:: DATA ::
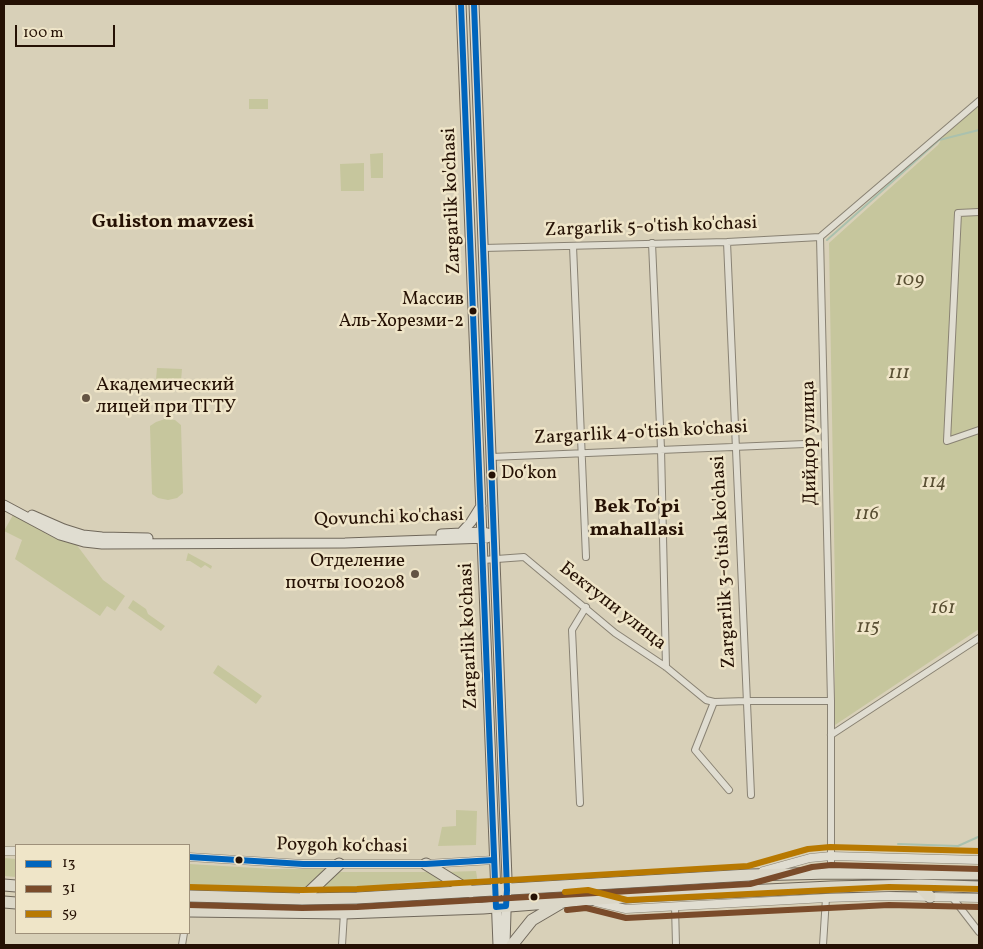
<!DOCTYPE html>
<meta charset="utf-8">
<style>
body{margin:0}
#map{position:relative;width:983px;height:949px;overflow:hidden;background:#d8d0b8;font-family:Vollkorn,serif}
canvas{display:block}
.frame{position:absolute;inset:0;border:5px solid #251104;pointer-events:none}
.legend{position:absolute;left:15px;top:844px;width:175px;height:90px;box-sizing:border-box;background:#efe5c8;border:1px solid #9e907a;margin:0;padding:6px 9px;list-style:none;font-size:15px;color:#251104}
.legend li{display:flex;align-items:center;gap:10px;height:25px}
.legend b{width:25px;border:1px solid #9e907a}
.scale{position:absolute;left:15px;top:25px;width:100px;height:22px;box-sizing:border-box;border:2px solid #251104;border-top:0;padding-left:6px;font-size:15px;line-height:18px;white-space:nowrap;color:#251104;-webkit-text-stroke:4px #efe5c8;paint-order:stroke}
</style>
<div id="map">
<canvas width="983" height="949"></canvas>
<div class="frame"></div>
<ul class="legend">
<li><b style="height:6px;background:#0065bd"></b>13</li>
<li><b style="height:6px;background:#7a4b2a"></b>31</li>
<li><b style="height:6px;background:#b87901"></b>59</li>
</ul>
<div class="scale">100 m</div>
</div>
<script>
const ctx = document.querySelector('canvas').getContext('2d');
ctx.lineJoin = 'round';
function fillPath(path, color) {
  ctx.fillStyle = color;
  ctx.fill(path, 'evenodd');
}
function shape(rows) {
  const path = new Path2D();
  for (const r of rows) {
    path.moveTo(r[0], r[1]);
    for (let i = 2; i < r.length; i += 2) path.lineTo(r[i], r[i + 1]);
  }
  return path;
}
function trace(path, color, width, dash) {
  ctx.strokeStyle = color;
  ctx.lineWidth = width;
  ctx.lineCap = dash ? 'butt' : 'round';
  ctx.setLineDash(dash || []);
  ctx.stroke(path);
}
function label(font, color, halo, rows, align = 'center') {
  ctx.font = font + ' Vollkorn,serif';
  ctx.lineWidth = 5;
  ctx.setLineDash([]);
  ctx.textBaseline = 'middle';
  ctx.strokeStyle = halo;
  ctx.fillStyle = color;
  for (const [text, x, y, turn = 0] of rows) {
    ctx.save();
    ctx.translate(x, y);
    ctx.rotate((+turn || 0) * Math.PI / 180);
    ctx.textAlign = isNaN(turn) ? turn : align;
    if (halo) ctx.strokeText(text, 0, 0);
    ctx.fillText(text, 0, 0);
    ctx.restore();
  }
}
const green = shape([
 [249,99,268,99,268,109,249,109],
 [979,105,979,629,835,725,835,589,829,243,938,145,944,135],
 [383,153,383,178,371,178,370,154],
 [364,163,364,191,341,191,340,164],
 [157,368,182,369,181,381,156,380],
 [165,419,175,420,181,425,183,493,177,498,168,500,158,498,152,494,150,426,156,422],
 [13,515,54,538,76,544,103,580,125,596,115,611,107,606,100,616,15,559,22,540,4,531],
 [188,553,212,566,211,569,205,565,201,568,190,561,186,561],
 [133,600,146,609,148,614,165,626,161,631,128,608],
 [218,665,262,696,256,704,213,673],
 [456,810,477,811,476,845,438,846,442,827,456,826],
 [4,858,16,859,16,877,4,876],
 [189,864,273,869,324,869,326,872,307,891,189,887],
 [476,871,478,884,469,885,444,872],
 [337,872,433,872,450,886,437,886,429,881,398,883,391,888,320,891]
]);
const stream = shape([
 [827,240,939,140,979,130],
 [898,844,958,846,978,837]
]);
const minor = shape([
 [979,212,958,213,947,441,979,430],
 [820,237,831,701,831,873],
 [820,237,979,101],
 [727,242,751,795],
 [652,243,661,449,666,667],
 [573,246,586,557],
 [483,248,727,242,820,237],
 [491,457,805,444],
 [483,560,524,557,615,633,666,667,706,700,714,702,747,701,831,701],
 [714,702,695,750,729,790],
 [831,735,979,638],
 [580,803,572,630,586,607],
 [952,897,979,932],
 [675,906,676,945],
 [182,945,184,933],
 [342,945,344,913],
 [823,945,826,898]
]);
const tertiary = shape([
 [4,851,16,851],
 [189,857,303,864,426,864,494,860],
 [763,871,810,858,831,856,979,860],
 [596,902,626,909,826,898,889,896,979,898]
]);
const secondary = shape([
 [461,4,498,945],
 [474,4,507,879,505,945],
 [4,505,60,535,84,542,102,544,345,543,487,538],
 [32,515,64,529,83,535,102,537,148,538],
 [441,534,482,532,487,533],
 [460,534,471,522,481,506]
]);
const trunk = shape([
 [426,864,471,892],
 [4,885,16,886],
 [918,885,930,897],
 [189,896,302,899,357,898,749,875,831,873,979,874],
 [302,899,339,864],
 [4,902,16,903],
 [189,911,344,913,483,908,639,896,831,887,918,885,979,887],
 [512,945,532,920,561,903]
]);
const bus1 = shape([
 [461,4,496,907,506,906,507,890,474,4],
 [189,857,303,864,426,864,494,860]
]);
const bus2 = shape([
 [189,905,302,908,357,907,750,884,812,867,831,865,979,869],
 [567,910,586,908,626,918,889,905,979,907]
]);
const bus3 = shape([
 [189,887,302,890,357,889,748,866,808,849,830,847,979,851],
 [565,892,588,890,627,900,889,887,979,889]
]);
const markers = [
 [473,311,4.5,"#251104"],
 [86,398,5,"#645443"],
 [492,475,4.5,"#251104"],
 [415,574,5,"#645443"],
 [239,860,4.5,"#251104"],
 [534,897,4.5,"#251104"]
];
const busNames = [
 ["Массив",464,301],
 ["Аль-Хорезми-2",464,323],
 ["Doʻkon",501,475,"left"]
];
const streetNames = [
 ["Zargarlik ko'chasi",453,201,-92],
 ["Zargarlik 5-o'tish ko'chasi",651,228,-2],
 ["Zargarlik 4-o'tish ko'chasi",641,434,-3],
 ["Дийдор улица",811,443,-91],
 ["Qovunchi ko'chasi",389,519,-2],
 ["Zargarlik 3-o'tish ko'chasi",725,562,-93],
 ["Бектупи улица",612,607,38],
 ["Zargarlik ko'chasi",470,636,-92],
 ["Poygoh koʻchasi",342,847,1]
];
const parkNames = [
 ["109",910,282],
 ["111",899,375],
 ["114",934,484],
 ["116",867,516],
 ["161",943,610],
 ["115",868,629]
];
const poiNames = [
 ["Академический",96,387],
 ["лицей при ТГТУ",96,409],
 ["Отделение",405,563,"right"],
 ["почты 100208",405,585,"right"]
];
const neighbourhoodNames = [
 ["Guliston mavzesi",173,223],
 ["Bek Toʻpi",637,508],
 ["mahallasi",637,531]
];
fillPath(green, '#c6c69d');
trace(stream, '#aac1ae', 2);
trace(minor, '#898273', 8);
trace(tertiary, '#898273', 9);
trace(secondary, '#70685b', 11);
trace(trunk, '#70685b', 13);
trace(minor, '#e0ddd1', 6);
trace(tertiary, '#e0ddd1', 8);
trace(secondary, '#e0ddd1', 9);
trace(trunk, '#dbd7c8', 11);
trace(bus1, '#0065bd', 6);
trace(bus2, '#7a4b2a', 6);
trace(bus3, '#b87901', 6);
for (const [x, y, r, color] of markers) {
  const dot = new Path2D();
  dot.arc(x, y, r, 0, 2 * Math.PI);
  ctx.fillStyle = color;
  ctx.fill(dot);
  trace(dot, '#efe5c8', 2);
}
label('18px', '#251104', '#efe5c8', busNames, 'right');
label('19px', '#251104', '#efe5c8', streetNames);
label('italic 19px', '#584e32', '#efe5c8', parkNames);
label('19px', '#251104', '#efe5c8', poiNames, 'left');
label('bold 20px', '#251104', '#efe5c8', neighbourhoodNames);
</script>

:: WORK TO BE COMPLETED ::
Search the data for the string "canvas" and copy each line where it appears.

:: EXERCISE ANSWER ::
canvas{display:block}
<canvas width="983" height="949"></canvas>
const ctx = document.querySelector('canvas').getContext('2d');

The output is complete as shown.